November 1, 2007 - ...from the penitentiary to Congress
From 1933 to 1946, Illinois Representative Everett Dirksen sent weekly newsletters back to his constituents. These primary sources offer a glimpse into the daily workings of Congress during the Great Depression and World War II, and have been digitized by the Dirksen Confressional Center, a non-for-profit that seeks "to improve civic engagement by promoting a better understanding of Congress and its leaders through archival, research, and educational programs." The letters also offer insight into Dirksen's colleague as shown in his first newsletter describing a Representative from Minnesota.

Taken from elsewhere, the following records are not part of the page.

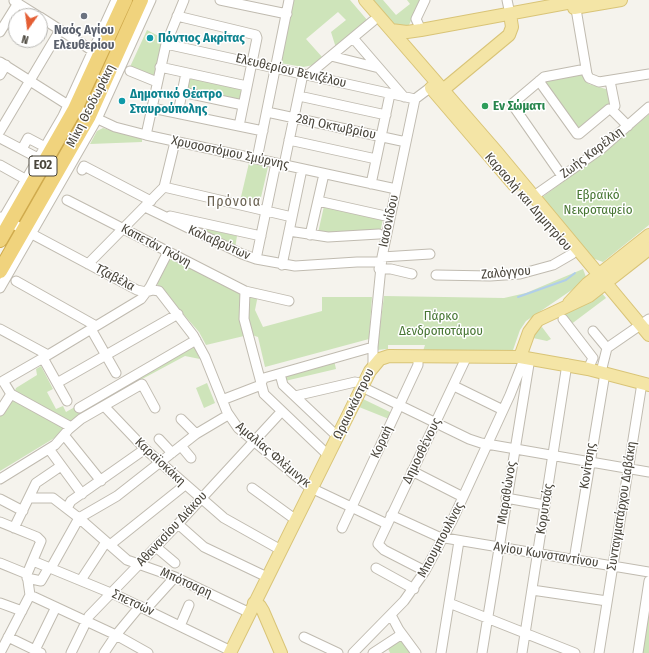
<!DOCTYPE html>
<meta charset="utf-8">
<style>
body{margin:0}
#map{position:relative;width:649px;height:653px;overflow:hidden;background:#f5f3ed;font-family:"Fira Sans Condensed",sans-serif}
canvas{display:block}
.north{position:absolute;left:8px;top:8px;width:40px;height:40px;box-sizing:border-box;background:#fff;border:1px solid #b6b5b1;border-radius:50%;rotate:194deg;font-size:11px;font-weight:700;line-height:16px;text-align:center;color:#49453b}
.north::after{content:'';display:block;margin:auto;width:14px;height:18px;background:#e45e34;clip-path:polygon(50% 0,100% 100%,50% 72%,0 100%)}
</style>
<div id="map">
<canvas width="649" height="653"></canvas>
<div class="north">N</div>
</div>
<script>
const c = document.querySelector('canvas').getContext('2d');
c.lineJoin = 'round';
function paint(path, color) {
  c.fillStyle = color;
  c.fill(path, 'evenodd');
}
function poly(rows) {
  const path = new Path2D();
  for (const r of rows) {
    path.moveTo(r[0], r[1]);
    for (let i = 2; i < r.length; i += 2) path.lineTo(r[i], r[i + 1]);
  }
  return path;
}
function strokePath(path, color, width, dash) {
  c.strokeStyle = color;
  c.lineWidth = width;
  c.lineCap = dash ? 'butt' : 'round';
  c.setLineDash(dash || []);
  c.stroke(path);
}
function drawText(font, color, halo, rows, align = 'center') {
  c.font = font + ' "Fira Sans Condensed",sans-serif';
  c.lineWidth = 3;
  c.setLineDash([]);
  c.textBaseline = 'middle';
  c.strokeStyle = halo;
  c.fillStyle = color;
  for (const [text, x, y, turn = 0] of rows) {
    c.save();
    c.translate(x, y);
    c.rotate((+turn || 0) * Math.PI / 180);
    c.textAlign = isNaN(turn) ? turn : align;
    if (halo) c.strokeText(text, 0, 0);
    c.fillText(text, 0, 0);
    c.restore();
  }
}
paint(poly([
 [292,0,350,0,368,21,336,48,331,32,346,20,338,12,306,39,323,58,314,65,303,67,280,63],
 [373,0,383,0,396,15,410,4,407,0,421,0,408,27,394,26],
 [147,30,166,40,156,80,129,69],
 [582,73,586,81,589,84,609,90,612,102,578,132,543,82,547,79],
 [187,74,245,87,242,103,184,90],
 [649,114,649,225,603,262,592,258,541,198,612,146],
 [103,128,142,139,142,142,90,144,97,131],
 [249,163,268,167,259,206,240,201],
 [324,206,383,219,380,233,318,233],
 [200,227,237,236,235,248,199,231],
 [170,259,241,293,240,314,244,336,206,345,199,332,157,284],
 [583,269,586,277,585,281,526,321,520,330,513,350,423,351,425,345,388,345,388,349,377,350,384,296,504,298,526,293],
 [601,292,606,298,570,325,564,314],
 [249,293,258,295,255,310,263,327,322,311,322,297,372,297,369,339,265,367,258,337,252,335,248,315],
 [542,327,551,339,547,341,533,338,536,331],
 [191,341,200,359,185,356,144,378,102,404,61,434,0,471,0,416,12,398,16,388,37,375,36,369,41,366,53,389,47,392,56,409,63,406,66,412],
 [334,360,336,369,285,381,283,373],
 [207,383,215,403,204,408,196,388],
 [363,399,392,413,389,419,359,407],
 [649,604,649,653,641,653],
 [401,636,413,653,390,653,387,646]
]), '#cee4ba');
strokePath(poly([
 [518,297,566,280,575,273]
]), '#b0ceea', 2);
const minor = poly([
 [220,0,287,14],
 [507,0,510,14],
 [14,1,38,16],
 [575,3,587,74,589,78,599,82,649,74],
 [177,16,256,35,257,38,239,126],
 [40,17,93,51],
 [421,30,416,19,425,0],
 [0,32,18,3],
 [353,38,404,97],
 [166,44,415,99],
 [331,56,379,68],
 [0,62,68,105,115,127,146,135,396,189],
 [160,67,247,86],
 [130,71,157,82],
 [0,75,6,65],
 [308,75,373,21],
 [539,81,577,134,579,134,609,109,612,110,628,126],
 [610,81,615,106,612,110],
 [182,92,243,105],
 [299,96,386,115],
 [152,108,263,131],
 [267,112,406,142],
 [178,113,186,73],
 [0,131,60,30],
 [146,135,166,44,184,0],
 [0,138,38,158],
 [289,140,376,159],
 [22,149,28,138,45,147],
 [257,159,289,0],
 [0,165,25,179],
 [284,165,303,74],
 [82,170,84,166,151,201],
 [562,176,512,104,544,77,586,69],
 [371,184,390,94],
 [164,187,292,217],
 [534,196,601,149,649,107],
 [67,200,245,291],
 [318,201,390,217],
 [145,207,242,254,256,259,295,266,357,262,381,262],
 [170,216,261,236],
 [0,217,137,290,146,292,153,290,159,291,193,335,205,357,227,412,238,428,309,487,387,524],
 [0,224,63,116,116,0],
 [289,231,328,237,379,234],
 [310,235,324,174],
 [382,257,430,254],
 [256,259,276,163],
 [88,264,164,187,175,142],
 [282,265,302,169],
 [379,269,391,269,412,274],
 [436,275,490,276,520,274,553,265,572,254],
 [16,281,96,326],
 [0,288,97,119,151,0],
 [245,291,244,319,264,394,329,456],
 [245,291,289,301],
 [563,319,593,358,588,369],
 [0,329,48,355,43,358,67,401],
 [91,329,116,373],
 [593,331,607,348],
 [48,355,141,299,150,287,168,252],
 [373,365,373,347,382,257,415,99,431,87],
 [601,372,607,348,649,319],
 [280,374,283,385,338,437],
 [3,381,11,394,71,427],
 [3,381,43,358],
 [57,383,178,314],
 [261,383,264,378,373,347],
 [454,386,503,410],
 [362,387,469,439,481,443,649,472],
 [295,396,355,382,364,384],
 [222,400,261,385],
 [104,406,145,449,224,518,281,550],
 [79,408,196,340],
 [0,411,11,394],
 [181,419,196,434],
 [64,435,101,481],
 [159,439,172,453],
 [181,446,191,458],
 [49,449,82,494],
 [412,471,463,497],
 [0,479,55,445,69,429,81,419,142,384,155,408],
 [252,488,296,520],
 [29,498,53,498,79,518,127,560,175,577,250,613],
 [506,498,545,505],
 [0,499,23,511],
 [67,508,71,501,145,449],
 [391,515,439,537,649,572],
 [79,518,117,496,196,434,228,415],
 [0,522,37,537,41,541,27,574,30,595,0,653],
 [178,524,204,547,267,577],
 [14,528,36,483,61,466],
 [342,528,418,365,418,356],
 [110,545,185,485],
 [156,547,175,563],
 [574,560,605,373],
 [33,561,118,596,231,651],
 [0,563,27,574],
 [51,568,79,518],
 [376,568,414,589],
 [425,571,384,550,378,544,467,356],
 [27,578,41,581,49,567],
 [81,580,106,542],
 [532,590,607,601],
 [30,595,116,635,148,653],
 [0,603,22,611],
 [449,603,575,653],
 [146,609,175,577],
 [391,615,399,630,416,653],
 [180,626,189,605],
 [8,637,41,653],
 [304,637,338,653],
 [35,650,56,607],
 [71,653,89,616,178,524,281,412],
 [104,653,116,635,140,606],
 [353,653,404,601,425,571,452,521,510,395,525,357],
 [373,653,402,634],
 [441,653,459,541],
 [482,653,530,358],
 [522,653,567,364],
 [599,653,642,383],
 [638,653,649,581]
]);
const major = poly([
 [365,0,496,151,649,335],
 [574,8,621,0],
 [391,30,407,32,421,30,583,0],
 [431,88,514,185],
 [438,94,509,35,512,27,510,14],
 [569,303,587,284,649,235],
 [520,357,529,332,538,320,589,296,649,249],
 [254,603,260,606,263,611,281,653],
 [230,653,370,371,380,359,389,356,520,357,588,369,649,385]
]);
const highway = poly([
 [0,240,75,109,125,0],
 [0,271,89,116,141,0]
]);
strokePath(minor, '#c0bbb0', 11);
strokePath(major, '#d9c477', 14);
strokePath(highway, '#cfaa4d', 16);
strokePath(minor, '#fff', 9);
strokePath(major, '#f4e5a6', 12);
strokePath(highway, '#f0d37d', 14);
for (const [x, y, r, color] of [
 [84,16,4,"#6b7280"],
 [150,38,4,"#0f9aa8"],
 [122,101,4,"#0f9aa8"],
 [485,106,4,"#2e9e5b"]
]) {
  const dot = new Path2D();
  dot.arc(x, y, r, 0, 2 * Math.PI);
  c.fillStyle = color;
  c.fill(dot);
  strokePath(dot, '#fff', 1.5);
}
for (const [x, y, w] of [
 [43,166,28]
]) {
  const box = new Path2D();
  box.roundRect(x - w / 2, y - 10, w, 20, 3);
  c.fillStyle = '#fff';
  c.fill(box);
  strokePath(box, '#49453b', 1);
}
drawText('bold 12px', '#49453b', null, [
 ["ΕΟ2",43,166]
]);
drawText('bold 13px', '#5b616d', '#fff', [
 ["Ναός Αγίου",84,30],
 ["Ελευθερίου",84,45]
]);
drawText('bold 13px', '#0d838f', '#fff', [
 ["Πόντιος Ακρίτας",158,38],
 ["Δημοτικό Θέατρο",130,94],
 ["Σταυρούπολης",130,109]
], 'left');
drawText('13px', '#49453b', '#fff', [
 ["Ελευθερίου Βενιζέλου",291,71,13],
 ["Μίκη Θεοδωράκη",91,106,-63],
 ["28η Οκτωβρίου",336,127,12],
 ["Χρυσοστόμου Σμύρνης",230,153,12],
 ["Ζωής Καρέλλη",592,153,-37],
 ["Καραολή και Δημητρίου",528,202,49],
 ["Ιασονίδου",389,221,-78],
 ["Καλαβρύτων",219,243,24],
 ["Καπετάν Γκόνη",156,246,28],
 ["Ζαλόγγου",506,273,-5],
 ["Τζαβέλα",115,278,28],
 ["Ωραιοκάστρου",354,404,-64],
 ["Κοραή",382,442,-65],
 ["Δημοσθένους",422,451,-64],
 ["Αμαλίας Φλέμινγκ",273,455,40],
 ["Καραϊσκάκη",160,462,43],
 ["Κονίτσης",588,466,-81],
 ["Μαραθώνος",507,493,-81],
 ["Συνταγματάρχου Δαβάκη",622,506,-81],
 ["Κορυτσάς",545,509,-81],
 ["Αθανασίου Διάκου",172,529,-47],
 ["Μπουμπουλίνας",441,540,-62],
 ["Αγίου Κωνσταντίνου",546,555,9],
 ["Μπότσαρη",186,583,24],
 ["Σπετσών",133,603,25]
]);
drawText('bold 13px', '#27864d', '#fff', [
 ["Εν Σώματι",493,106]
], 'left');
drawText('13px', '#477633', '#fff', [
 ["Εβραϊκό",598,195],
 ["Νεκροταφείο",598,210],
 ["Πάρκο",441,316],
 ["Δενδροποτάμου",441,331]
]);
c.letterSpacing = '1px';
drawText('14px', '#6b6353', '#fff', [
 ["Πρόνοια",234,202]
]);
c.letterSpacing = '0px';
</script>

From Minnesota comes a Member named Shoemaker, who in his Congressional biography stated, "from the penitentiary to Congress. Others often go from Congress to the penitentiary." His right to have the oath administered was challenged and after much debate, he was seated. Congressman Shoemaker is a newspaper editor. A few years ago, he learned that a crooked banker had attempted to pay what was due on a certain trust fund to a widow and her children, in spurious bonds and at once began a crusade in behalf of this family with the result that the banker was compelled to pay the family in proper money with 6% interest for the time he withheld it. The banker, in a letter, upbraided Shoemaker whereupon, he sent the banker a letter, and on the envelope below the banker,s name wrote, "Robber Of Wiidows And Orphans". This constitutes defamation under the Postal laws and on indictment and conviction Shoemaker was sentenced to Leavenworth for one year and one day. After his discharge from penitentiary, he immediately became a candidate for Congress and was elected. Under Minnesota law, anyone convicted of a felony has no civil rights unless they are restored by the legislature. Consequently, his right to a seat in Congress was challenged. But he was seated.
Representative Francis Henry Shoemaker served one term in Congress (1933-1935) and represented the Minnesota Farmer-Labor Party. The Party merged with the Democratics in 1944 to from the Democratic Farmer Labor Party.